Au-delà de l'installation hôtelière, l'atelier de Warhol a édité 40 portfolios, chacun contenant quatre schémas de couleurs différents. Ces ensembles regroupaient l'éventail des exemples du projet – tons chauds, tons froids, forts contrastes et dégradés doux – en portfolios compacts, adaptés aux galeries et aux collectionneurs. Aujourd'hui, les portfolios complets de Sunset sont considérés comme rares, recherchés pour présenter la thèse chromatique de Warhol sous la forme d'une mini-exposition cohérente qui reflète toujours les origines architecturales de la série.
Warhol n'a utilisé que trois écrans pour produire la série
Warhol n'a utilisé que trois écrans : un écran posé pour les bandes horizontales qui constituent le ciel et l'horizon ; un second qui imprimait le soleil circulaire ; et un troisième, un écran à points monochromes, qui introduisait un grain optique sur les larges aplats d'encre. Avec seulement ces trois plaques, Warhol a créé une richesse visuelle étonnante. En limitant ses outils, Warhol s'est assuré que l'image restait immédiatement reconnaissable, tout en permettant aux choix de couleurs de porter la charge expressive.

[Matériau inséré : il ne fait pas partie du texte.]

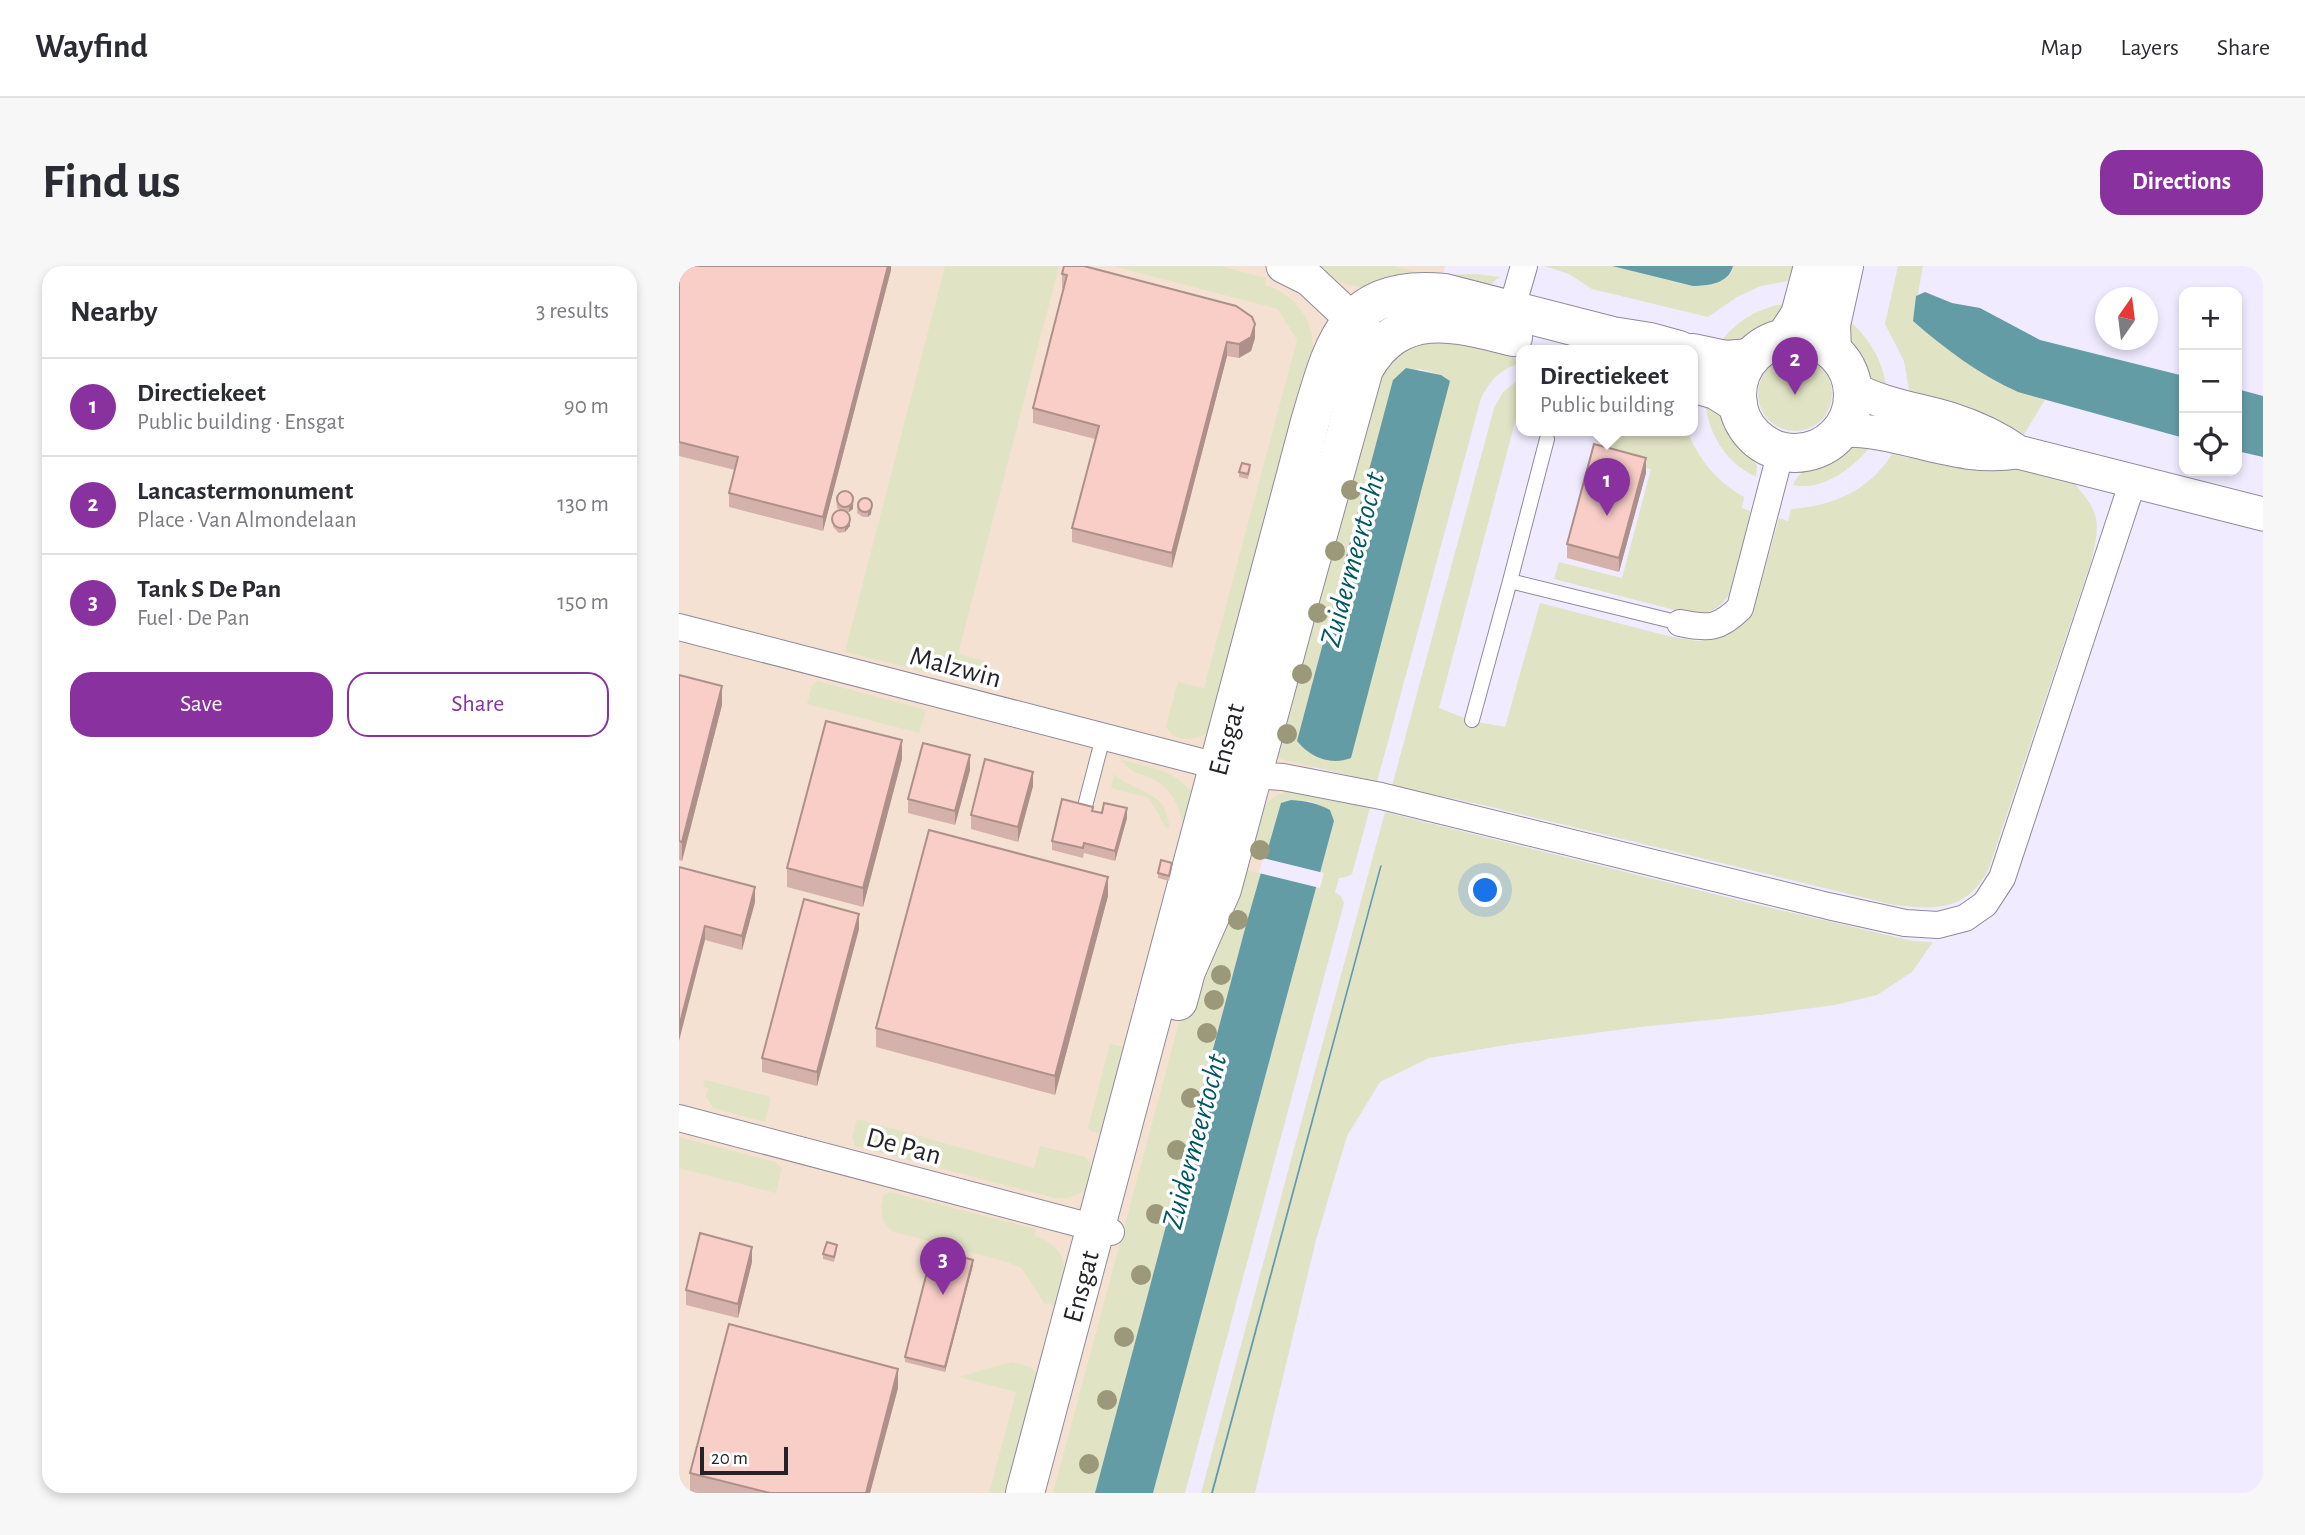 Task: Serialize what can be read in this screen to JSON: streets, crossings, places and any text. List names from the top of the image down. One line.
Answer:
{"streets":{"main road":["Ensgat"],"street":["Malzwin","De Pan"]},"crossings":[["Malzwin","Ensgat"],["Ensgat","De Pan"]],"water":["Zuidermeertocht"],"scale_bar":"20 m","north":"top","page":{"header":"Wayfind","nav":["Map","Layers","Share"],"buttons":["Directions",["Save","Share"]],"title":"Find us","heading":["Nearby","3 results"],"map_buttons":["+","−"],"pins":["2","1","3"],"popup":["Directiekeet","Public building"],"list":[{"mark":"1","name":"Directiekeet","note":"Public building · Ensgat","value":"90 m"},{"mark":"2","name":"Lancastermonument","note":"Place · Van Almondelaan","value":"130 m"},{"mark":"3","name":"Tank S De Pan","note":"Fuel · De Pan","value":"150 m"}],"scale":"20 m"}}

Ensuite, la « platitude » du soleil préserve l'esthétique du Pop Art.
Imprimé sur un papier tissé lisse, le cercle monochrome représentant le soleil conserve une « planéité » savamment étudiée, conçue pour que la couleur soit perçue comme une surface imprimée plutôt que comme un geste pictural. Cette décision s'aligne parfaitement sur l'adhésion du Pop Art aux procédés mécaniques et à l'esthétique de l'impression commerciale. En privilégiant une trame de points maîtrisée plutôt que la touche expressive, « Sunset » adhère à l'éthos fondamental du Pop, celui de l'imagerie sérielle et reproductible.
La variation provenait de l'encrage de différentes combinaisons et d'un repérage volontairement modifié.
L’équipe de Warhol manipulait la couleur non seulement en changeant les encres, mais aussi en ajustant le calage (l’alignement exact entre les écrans). De légers décalages épaississent le bord du soleil, révèlent des auréoles ou créent de fins horizons là où les bandes se rejoignent. Les quantités d’encre variaient de lavis translucides à des aplats saturés, si bien que des palettes identiques pouvaient paraître aériennes ou, au contraire, tonitruantes. Ces variations de production font partie intégrante du dialogue de Sunset, où l'altération est intentionnelle.
« Sunset » est un exemple de sérialisation chromatique dans l'art contemporain pop.
La sérialité (le fait de répéter une image fixe avec des variations contrôlées) est un classique du Pop Art. Sunset pousse cette logique de l'iconographie de célébrités vers l'imagerie naturelle. En utilisant la même image mais en produisant des centaines de systèmes météorologiques, Sunset relie le Pop aux préoccupations du color field et de l'Op Art, tout en conservant la sérialité caractéristique de Warhol.
Cette série marque un éloignement des images de célébrités chères à Warhol, au profit d'une exploration pure de la couleur.
Alors que les Marilyns et les Maos de Warhol reposent sur la célébrité et la médiatisation, la série « Sunset » ramène le sujet à une beauté naturelle fondamentale, recentrant l'attention sur la perception plutôt que sur le personnage. Pour les conservateurs, cette série équilibre l'œuvre de Warhol, démontrant comment son travail en estampe peut être contemplatif, environnemental et lyrique sans sacrifier la clarté pop.
La palette du coucher de soleil s'étend des harmonies familières rouge-orangé à des verts et des bleus inattendus.
Si de nombreuses estampes de la série conservent une palette naturelle de coucher de soleil avec des rouges profonds, des oranges et des jaunes, d'autres, comme Sunset FS II.85-88, adoptent des associations inattendues : turquoise clair, vert et beige encerclant un soleil jaune éclatant. Le contraste semble synthétique, les couleurs presque néon, illustrant comment le simple fait de modifier trois ou quatre encres peut transformer l'ambiance de l'estampe, passant du calme à l'électrique.